Among the records below, one line contains "Parse this map: labels, road"; copy that line and all that follow it, exactly as written.

■ **EXTRACTED ENTRIES**
::::
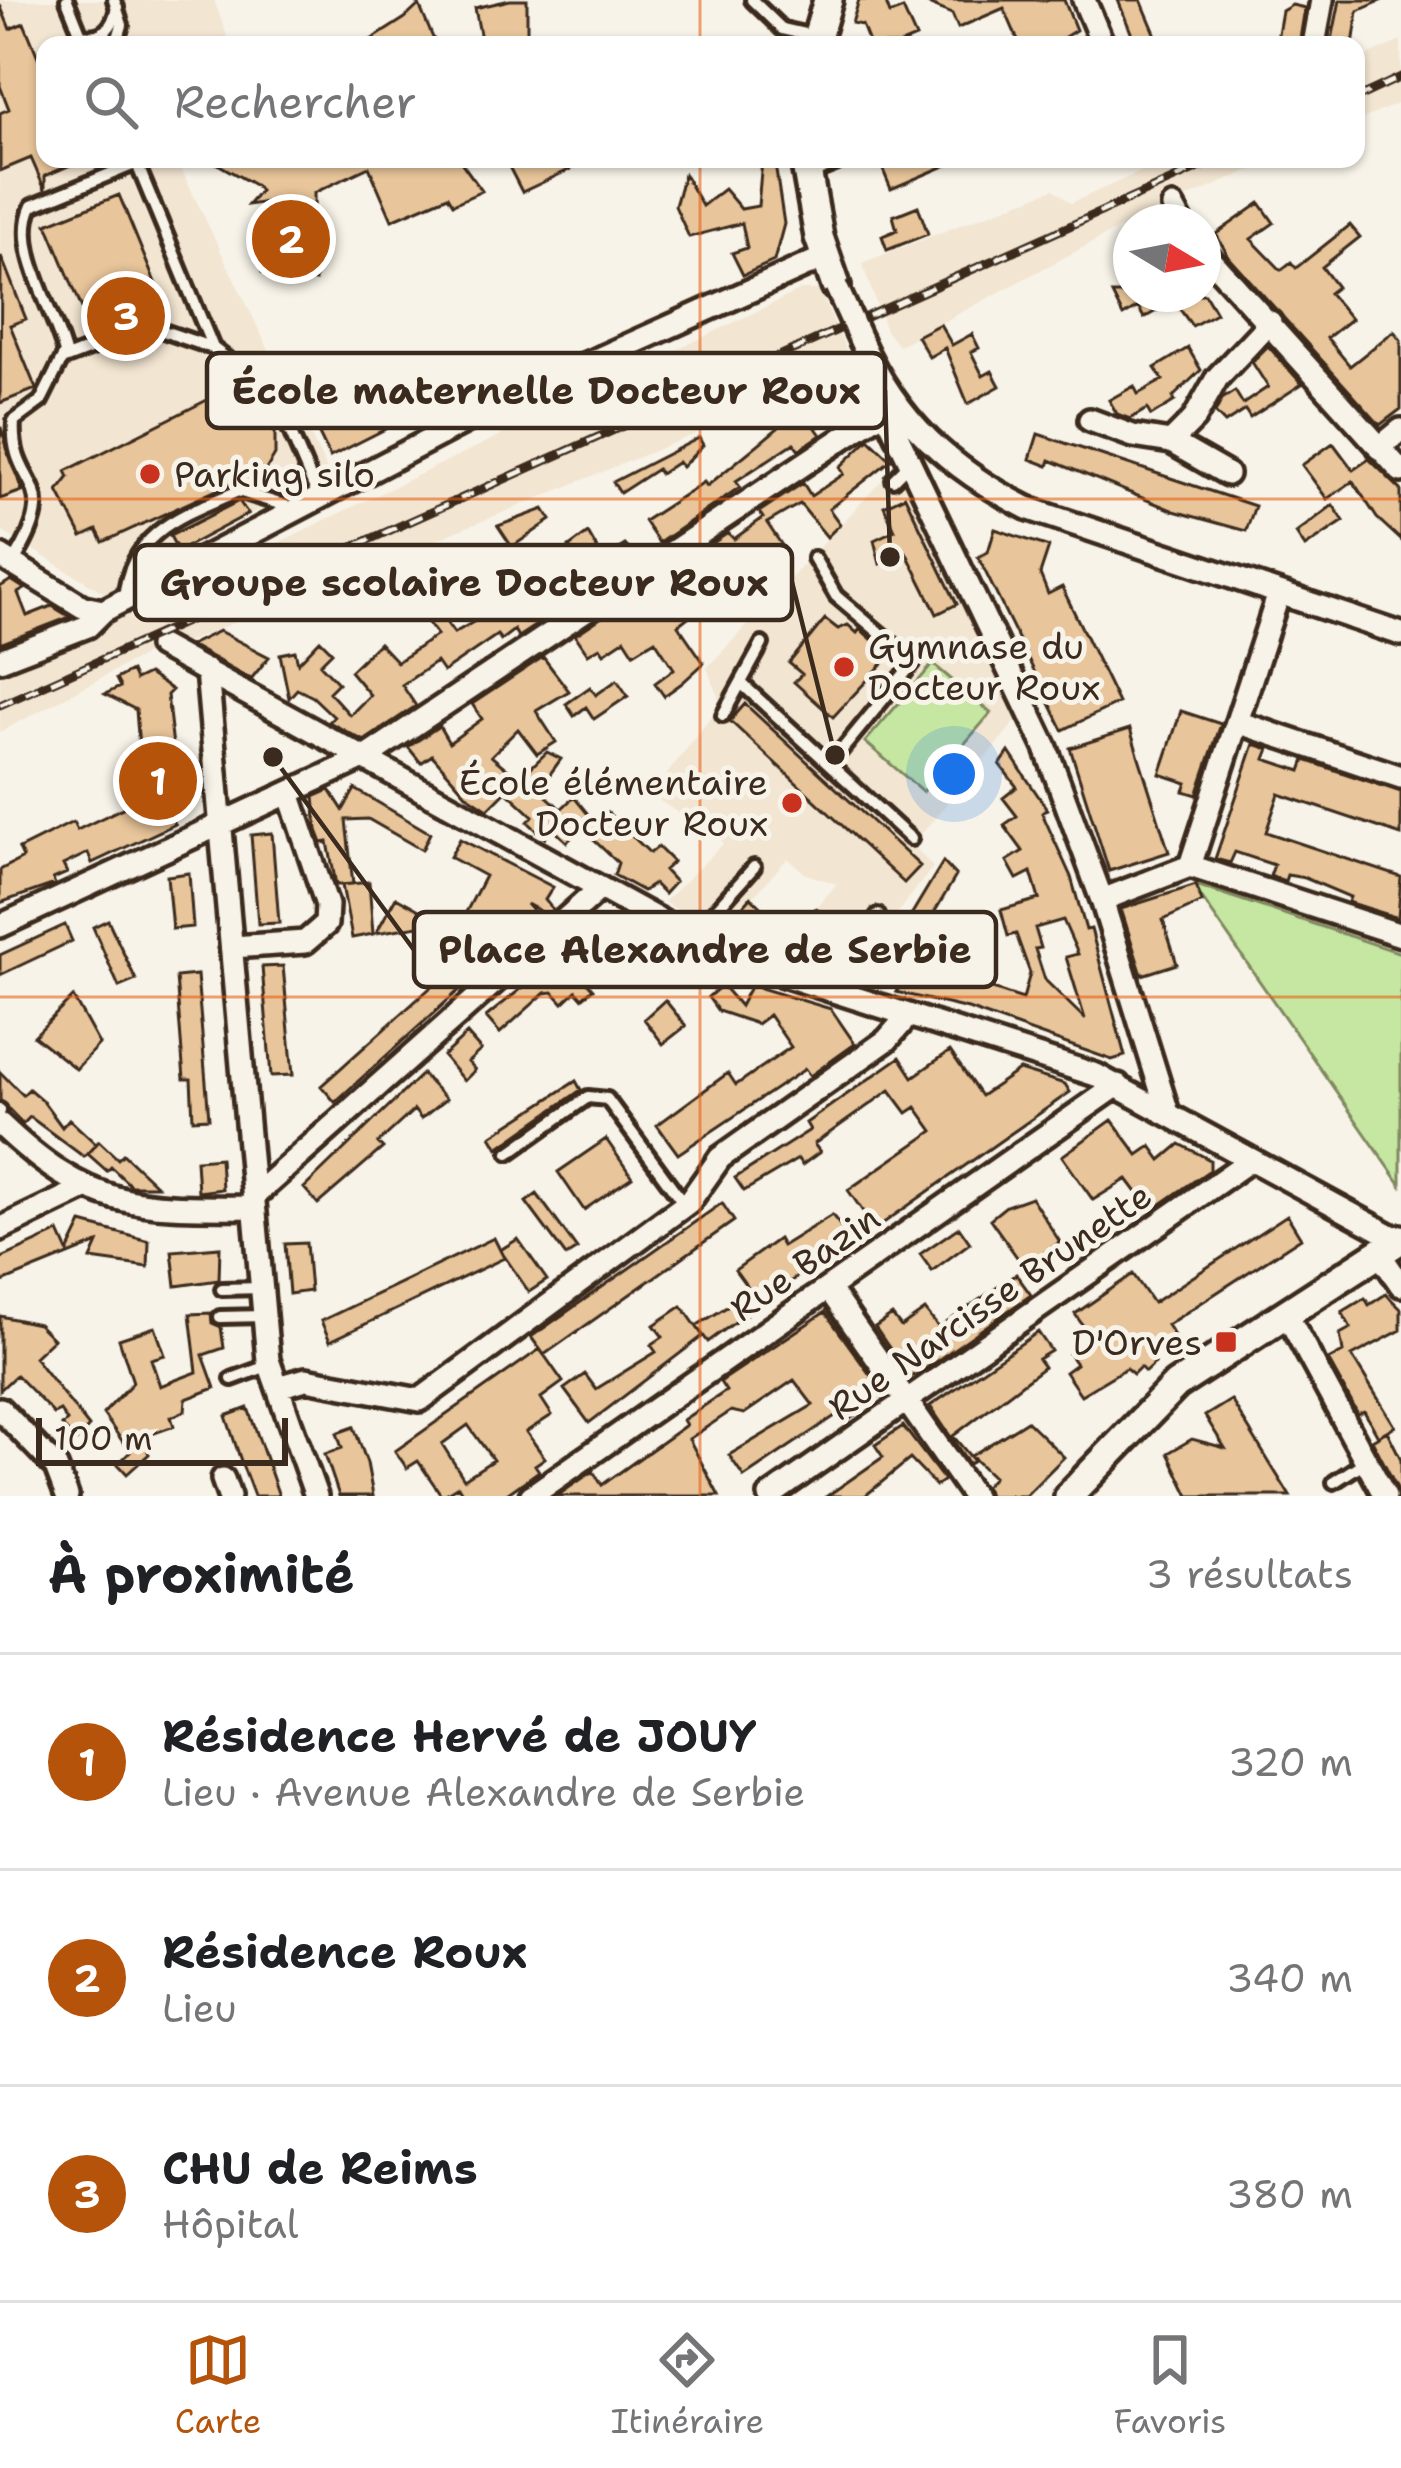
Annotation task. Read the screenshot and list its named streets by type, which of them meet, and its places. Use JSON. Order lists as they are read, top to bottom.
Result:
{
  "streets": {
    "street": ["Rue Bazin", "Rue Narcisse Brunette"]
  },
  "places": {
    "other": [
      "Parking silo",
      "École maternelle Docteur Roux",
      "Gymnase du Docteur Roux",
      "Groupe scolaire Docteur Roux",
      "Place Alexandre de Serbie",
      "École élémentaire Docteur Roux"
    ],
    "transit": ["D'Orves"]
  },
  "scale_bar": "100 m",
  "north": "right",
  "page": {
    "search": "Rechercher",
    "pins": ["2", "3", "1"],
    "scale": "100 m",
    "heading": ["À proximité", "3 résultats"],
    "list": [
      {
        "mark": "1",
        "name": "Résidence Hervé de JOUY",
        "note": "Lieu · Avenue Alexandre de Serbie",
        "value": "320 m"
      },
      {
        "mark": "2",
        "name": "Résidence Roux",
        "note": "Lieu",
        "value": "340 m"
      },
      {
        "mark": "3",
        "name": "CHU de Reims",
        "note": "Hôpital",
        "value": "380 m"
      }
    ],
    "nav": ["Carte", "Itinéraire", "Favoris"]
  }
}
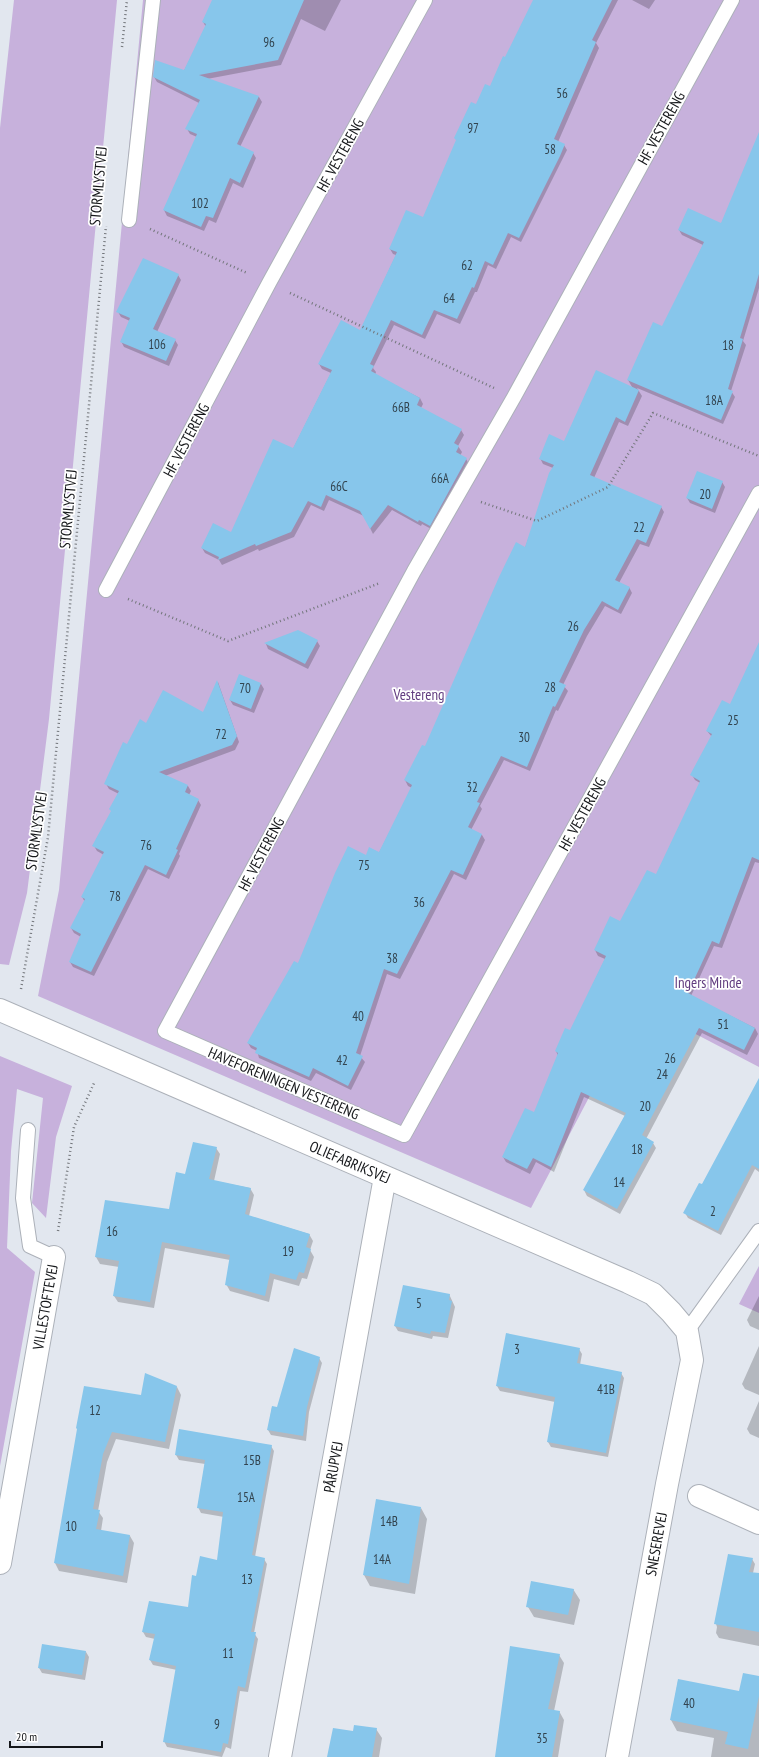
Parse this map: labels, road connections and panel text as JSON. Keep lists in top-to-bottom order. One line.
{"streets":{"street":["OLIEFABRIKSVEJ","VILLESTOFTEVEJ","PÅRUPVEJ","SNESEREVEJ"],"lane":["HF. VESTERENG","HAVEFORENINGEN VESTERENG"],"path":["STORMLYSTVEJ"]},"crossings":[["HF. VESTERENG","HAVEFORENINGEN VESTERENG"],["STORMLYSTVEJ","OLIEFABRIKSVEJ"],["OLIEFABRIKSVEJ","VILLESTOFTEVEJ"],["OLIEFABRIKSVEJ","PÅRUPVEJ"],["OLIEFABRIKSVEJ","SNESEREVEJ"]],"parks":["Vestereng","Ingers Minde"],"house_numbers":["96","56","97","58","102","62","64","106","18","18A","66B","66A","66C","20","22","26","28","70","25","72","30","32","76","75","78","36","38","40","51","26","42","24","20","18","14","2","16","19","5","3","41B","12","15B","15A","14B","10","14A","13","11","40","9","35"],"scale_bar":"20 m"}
::::
■ **ANSWER TO THIS TASK**
Parse this map: labels, road connections and panel text as JSON. Keep lists in top-to-bottom order. One line.
{"streets":{"street":["OLIEFABRIKSVEJ","VILLESTOFTEVEJ","PÅRUPVEJ","SNESEREVEJ"],"lane":["HF. VESTERENG","HAVEFORENINGEN VESTERENG"],"path":["STORMLYSTVEJ"]},"crossings":[["HF. VESTERENG","HAVEFORENINGEN VESTERENG"],["STORMLYSTVEJ","OLIEFABRIKSVEJ"],["OLIEFABRIKSVEJ","VILLESTOFTEVEJ"],["OLIEFABRIKSVEJ","PÅRUPVEJ"],["OLIEFABRIKSVEJ","SNESEREVEJ"]],"parks":["Vestereng","Ingers Minde"],"house_numbers":["96","56","97","58","102","62","64","106","18","18A","66B","66A","66C","20","22","26","28","70","25","72","30","32","76","75","78","36","38","40","51","26","42","24","20","18","14","2","16","19","5","3","41B","12","15B","15A","14B","10","14A","13","11","40","9","35"],"scale_bar":"20 m"}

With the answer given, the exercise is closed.